Quote, with no changes, the lines that run from the top of the material to the line with "position:absolute; width:88px; margin:-44px;", both included.
=-=-=-=-=
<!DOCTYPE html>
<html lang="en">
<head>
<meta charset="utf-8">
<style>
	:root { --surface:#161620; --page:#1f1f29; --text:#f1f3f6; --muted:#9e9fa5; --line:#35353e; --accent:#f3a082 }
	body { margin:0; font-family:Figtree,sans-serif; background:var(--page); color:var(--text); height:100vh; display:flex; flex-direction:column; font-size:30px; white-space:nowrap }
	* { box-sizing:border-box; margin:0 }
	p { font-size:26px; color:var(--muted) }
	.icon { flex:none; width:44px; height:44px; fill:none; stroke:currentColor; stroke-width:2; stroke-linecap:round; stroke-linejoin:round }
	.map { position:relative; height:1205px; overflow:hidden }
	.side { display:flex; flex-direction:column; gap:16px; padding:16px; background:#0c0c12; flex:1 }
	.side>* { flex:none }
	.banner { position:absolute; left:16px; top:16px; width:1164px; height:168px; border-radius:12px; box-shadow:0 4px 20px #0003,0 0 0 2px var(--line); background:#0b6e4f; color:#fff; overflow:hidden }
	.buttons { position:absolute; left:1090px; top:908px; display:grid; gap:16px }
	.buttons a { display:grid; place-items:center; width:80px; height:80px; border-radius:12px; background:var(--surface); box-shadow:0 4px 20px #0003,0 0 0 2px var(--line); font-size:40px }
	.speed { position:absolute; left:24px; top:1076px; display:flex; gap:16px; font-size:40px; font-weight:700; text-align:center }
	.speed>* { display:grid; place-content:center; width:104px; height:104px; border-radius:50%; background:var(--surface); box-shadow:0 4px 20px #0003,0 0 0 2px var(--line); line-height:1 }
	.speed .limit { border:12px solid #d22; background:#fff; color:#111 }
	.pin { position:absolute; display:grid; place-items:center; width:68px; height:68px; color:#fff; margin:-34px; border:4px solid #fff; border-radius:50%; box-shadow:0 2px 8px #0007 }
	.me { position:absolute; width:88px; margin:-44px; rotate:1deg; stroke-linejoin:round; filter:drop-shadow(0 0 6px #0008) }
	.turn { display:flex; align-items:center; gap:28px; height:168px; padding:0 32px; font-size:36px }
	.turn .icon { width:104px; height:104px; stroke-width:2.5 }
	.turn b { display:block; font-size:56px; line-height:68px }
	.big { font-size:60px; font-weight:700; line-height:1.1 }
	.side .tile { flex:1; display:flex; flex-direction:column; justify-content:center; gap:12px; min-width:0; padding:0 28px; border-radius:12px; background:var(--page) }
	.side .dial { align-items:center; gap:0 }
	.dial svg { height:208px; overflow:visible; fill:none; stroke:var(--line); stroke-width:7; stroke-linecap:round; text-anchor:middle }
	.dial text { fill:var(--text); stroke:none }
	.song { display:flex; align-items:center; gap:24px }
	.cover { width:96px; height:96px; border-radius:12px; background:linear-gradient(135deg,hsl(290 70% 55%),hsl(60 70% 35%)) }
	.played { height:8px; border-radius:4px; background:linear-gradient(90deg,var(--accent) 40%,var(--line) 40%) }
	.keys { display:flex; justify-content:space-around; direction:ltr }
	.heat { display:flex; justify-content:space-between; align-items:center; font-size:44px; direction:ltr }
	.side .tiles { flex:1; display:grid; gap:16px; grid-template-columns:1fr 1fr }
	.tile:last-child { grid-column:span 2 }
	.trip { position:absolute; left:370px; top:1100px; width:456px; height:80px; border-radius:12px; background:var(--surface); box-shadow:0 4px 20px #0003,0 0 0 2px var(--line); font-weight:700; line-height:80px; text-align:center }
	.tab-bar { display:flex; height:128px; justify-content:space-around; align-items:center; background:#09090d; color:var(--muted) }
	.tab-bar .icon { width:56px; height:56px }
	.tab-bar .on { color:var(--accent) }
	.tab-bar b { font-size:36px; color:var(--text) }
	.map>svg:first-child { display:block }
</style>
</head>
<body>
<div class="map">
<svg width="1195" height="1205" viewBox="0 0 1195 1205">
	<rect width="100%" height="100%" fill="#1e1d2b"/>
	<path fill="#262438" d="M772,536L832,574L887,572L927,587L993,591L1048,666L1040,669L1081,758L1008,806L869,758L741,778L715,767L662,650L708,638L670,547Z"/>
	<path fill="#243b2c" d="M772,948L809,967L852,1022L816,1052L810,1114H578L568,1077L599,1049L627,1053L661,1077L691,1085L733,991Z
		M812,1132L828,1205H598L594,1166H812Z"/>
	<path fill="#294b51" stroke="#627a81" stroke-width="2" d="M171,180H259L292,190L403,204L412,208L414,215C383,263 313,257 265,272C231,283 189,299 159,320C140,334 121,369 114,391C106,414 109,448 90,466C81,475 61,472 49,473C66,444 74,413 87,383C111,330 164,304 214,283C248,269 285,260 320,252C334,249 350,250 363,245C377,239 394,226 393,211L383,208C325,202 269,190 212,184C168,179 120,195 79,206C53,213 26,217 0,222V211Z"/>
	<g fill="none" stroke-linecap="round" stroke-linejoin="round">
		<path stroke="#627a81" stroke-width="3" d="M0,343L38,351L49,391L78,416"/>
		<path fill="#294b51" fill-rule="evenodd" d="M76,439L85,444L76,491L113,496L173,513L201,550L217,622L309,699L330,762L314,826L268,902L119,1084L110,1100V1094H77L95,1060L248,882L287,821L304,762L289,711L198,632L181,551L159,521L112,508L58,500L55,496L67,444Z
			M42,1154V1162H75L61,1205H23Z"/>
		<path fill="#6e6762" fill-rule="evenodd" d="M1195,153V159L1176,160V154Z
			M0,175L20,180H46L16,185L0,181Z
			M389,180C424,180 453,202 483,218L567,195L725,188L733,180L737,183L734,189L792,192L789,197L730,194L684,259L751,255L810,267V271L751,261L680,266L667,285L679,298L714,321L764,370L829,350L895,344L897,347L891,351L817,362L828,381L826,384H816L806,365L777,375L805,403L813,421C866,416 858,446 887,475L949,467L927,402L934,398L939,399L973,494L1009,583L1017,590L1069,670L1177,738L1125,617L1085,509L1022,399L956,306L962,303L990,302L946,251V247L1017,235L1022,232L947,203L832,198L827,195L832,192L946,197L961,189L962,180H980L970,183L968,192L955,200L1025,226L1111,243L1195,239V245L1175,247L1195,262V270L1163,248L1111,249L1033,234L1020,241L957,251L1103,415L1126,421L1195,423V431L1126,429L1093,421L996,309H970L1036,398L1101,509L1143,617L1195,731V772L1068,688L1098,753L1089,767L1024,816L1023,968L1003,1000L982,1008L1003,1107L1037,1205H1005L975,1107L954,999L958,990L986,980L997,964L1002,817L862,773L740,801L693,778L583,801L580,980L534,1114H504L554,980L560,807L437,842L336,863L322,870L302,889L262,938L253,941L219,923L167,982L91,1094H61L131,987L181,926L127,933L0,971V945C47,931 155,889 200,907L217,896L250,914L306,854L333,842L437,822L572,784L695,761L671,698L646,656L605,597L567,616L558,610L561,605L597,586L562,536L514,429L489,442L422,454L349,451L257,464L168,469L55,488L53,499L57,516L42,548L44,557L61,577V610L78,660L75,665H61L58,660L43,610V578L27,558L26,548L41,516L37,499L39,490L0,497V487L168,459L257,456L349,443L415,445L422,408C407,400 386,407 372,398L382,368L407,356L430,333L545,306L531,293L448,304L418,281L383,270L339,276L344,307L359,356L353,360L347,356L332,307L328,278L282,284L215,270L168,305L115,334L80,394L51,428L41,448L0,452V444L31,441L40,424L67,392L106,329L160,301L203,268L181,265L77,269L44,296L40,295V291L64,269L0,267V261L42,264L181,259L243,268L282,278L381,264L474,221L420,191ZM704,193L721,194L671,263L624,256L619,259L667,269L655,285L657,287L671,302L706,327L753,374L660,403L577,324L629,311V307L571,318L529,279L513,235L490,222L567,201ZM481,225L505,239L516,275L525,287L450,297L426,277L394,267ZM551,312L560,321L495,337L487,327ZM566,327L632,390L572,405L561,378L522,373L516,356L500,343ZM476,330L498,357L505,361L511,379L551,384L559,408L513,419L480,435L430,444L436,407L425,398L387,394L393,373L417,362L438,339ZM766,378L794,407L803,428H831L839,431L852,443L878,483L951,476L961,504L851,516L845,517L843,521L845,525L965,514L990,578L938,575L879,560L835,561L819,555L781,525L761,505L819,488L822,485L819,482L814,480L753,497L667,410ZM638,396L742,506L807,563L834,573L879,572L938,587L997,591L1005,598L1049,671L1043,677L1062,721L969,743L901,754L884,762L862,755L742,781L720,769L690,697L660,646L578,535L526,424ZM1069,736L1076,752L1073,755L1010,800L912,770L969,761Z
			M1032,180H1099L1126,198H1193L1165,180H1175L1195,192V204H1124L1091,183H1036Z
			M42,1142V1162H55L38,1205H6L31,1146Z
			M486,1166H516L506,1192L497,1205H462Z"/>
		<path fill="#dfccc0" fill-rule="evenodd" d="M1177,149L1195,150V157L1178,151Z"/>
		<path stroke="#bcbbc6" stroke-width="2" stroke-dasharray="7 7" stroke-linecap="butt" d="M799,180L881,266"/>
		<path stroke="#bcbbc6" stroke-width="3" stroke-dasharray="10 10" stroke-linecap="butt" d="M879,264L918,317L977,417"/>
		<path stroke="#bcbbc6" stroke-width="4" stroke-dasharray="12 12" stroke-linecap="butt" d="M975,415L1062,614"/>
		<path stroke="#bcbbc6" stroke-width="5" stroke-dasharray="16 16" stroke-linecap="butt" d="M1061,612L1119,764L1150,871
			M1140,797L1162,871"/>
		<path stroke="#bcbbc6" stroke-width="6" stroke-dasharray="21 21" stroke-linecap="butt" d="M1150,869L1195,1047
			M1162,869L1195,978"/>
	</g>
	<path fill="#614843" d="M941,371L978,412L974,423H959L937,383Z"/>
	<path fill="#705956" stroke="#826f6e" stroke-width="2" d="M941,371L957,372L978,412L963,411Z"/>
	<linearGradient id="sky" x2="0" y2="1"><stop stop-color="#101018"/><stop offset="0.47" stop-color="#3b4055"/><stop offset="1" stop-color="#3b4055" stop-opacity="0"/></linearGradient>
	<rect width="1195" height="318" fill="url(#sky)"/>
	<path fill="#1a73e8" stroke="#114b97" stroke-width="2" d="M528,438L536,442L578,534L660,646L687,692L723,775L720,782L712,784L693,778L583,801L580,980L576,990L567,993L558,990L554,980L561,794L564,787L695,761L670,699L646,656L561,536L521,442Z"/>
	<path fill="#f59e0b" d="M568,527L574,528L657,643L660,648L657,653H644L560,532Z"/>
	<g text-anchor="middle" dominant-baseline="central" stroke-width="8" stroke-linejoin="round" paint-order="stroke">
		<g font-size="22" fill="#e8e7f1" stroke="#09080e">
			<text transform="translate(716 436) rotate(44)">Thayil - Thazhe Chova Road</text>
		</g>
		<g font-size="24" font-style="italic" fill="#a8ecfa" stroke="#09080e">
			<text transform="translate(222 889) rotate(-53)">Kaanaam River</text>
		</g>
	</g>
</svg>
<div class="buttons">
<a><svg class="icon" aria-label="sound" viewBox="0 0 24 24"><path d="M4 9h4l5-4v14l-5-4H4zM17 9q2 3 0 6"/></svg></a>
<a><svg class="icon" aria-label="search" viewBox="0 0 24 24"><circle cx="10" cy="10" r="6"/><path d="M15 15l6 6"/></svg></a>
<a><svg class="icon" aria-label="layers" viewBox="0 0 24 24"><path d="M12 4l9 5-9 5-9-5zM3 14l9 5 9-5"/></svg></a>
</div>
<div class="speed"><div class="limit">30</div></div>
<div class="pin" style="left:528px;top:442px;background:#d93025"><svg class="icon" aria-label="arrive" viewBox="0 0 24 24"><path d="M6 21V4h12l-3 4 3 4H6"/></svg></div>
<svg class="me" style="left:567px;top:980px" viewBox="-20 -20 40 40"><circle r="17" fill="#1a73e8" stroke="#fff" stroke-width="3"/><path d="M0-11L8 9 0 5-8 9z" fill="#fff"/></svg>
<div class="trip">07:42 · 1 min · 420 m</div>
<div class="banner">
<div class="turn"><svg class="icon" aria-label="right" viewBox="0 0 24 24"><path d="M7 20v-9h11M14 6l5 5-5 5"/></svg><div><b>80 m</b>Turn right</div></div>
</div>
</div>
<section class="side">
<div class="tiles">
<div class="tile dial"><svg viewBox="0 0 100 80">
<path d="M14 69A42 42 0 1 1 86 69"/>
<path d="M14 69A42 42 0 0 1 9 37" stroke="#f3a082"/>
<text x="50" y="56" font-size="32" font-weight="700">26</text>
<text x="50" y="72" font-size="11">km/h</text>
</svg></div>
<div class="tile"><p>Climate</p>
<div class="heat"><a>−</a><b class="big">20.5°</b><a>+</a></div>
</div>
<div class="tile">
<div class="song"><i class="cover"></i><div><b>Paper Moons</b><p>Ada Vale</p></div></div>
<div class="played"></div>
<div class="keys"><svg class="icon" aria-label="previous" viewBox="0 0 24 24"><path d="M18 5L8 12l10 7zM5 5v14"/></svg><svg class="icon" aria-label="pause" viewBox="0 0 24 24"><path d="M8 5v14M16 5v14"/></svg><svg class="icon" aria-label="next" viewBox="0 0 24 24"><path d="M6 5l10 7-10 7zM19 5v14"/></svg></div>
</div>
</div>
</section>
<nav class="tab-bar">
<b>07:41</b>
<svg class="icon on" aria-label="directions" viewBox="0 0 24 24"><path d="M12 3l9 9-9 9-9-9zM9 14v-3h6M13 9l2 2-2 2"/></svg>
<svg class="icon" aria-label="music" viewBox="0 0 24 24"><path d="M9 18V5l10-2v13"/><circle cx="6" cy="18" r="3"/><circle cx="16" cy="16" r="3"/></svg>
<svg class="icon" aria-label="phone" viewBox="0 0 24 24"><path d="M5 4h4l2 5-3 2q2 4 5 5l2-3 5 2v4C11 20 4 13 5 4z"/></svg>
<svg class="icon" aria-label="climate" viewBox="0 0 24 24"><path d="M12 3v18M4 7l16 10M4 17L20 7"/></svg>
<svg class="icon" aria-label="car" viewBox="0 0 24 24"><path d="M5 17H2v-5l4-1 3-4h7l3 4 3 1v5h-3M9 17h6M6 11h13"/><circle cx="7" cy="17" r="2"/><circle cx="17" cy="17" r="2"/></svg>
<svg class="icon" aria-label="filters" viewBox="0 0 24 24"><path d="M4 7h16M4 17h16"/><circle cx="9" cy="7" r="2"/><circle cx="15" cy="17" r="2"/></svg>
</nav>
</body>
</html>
=-=-=-=-=
▶ _SOLUTION TO THE PROBLEM_:
<!DOCTYPE html>
<html lang="en">
<head>
<meta charset="utf-8">
<style>
	:root { --surface:#161620; --page:#1f1f29; --text:#f1f3f6; --muted:#9e9fa5; --line:#35353e; --accent:#f3a082 }
	body { margin:0; font-family:Figtree,sans-serif; background:var(--page); color:var(--text); height:100vh; display:flex; flex-direction:column; font-size:30px; white-space:nowrap }
	* { box-sizing:border-box; margin:0 }
	p { font-size:26px; color:var(--muted) }
	.icon { flex:none; width:44px; height:44px; fill:none; stroke:currentColor; stroke-width:2; stroke-linecap:round; stroke-linejoin:round }
	.map { position:relative; height:1205px; overflow:hidden }
	.side { display:flex; flex-direction:column; gap:16px; padding:16px; background:#0c0c12; flex:1 }
	.side>* { flex:none }
	.banner { position:absolute; left:16px; top:16px; width:1164px; height:168px; border-radius:12px; box-shadow:0 4px 20px #0003,0 0 0 2px var(--line); background:#0b6e4f; color:#fff; overflow:hidden }
	.buttons { position:absolute; left:1090px; top:908px; display:grid; gap:16px }
	.buttons a { display:grid; place-items:center; width:80px; height:80px; border-radius:12px; background:var(--surface); box-shadow:0 4px 20px #0003,0 0 0 2px var(--line); font-size:40px }
	.speed { position:absolute; left:24px; top:1076px; display:flex; gap:16px; font-size:40px; font-weight:700; text-align:center }
	.speed>* { display:grid; place-content:center; width:104px; height:104px; border-radius:50%; background:var(--surface); box-shadow:0 4px 20px #0003,0 0 0 2px var(--line); line-height:1 }
	.speed .limit { border:12px solid #d22; background:#fff; color:#111 }
	.pin { position:absolute; display:grid; place-items:center; width:68px; height:68px; color:#fff; margin:-34px; border:4px solid #fff; border-radius:50%; box-shadow:0 2px 8px #0007 }
	.me { position:absolute; width:88px; margin:-44px; rotate:1deg; stroke-linejoin:round; filter:drop-shadow(0 0 6px #0008) }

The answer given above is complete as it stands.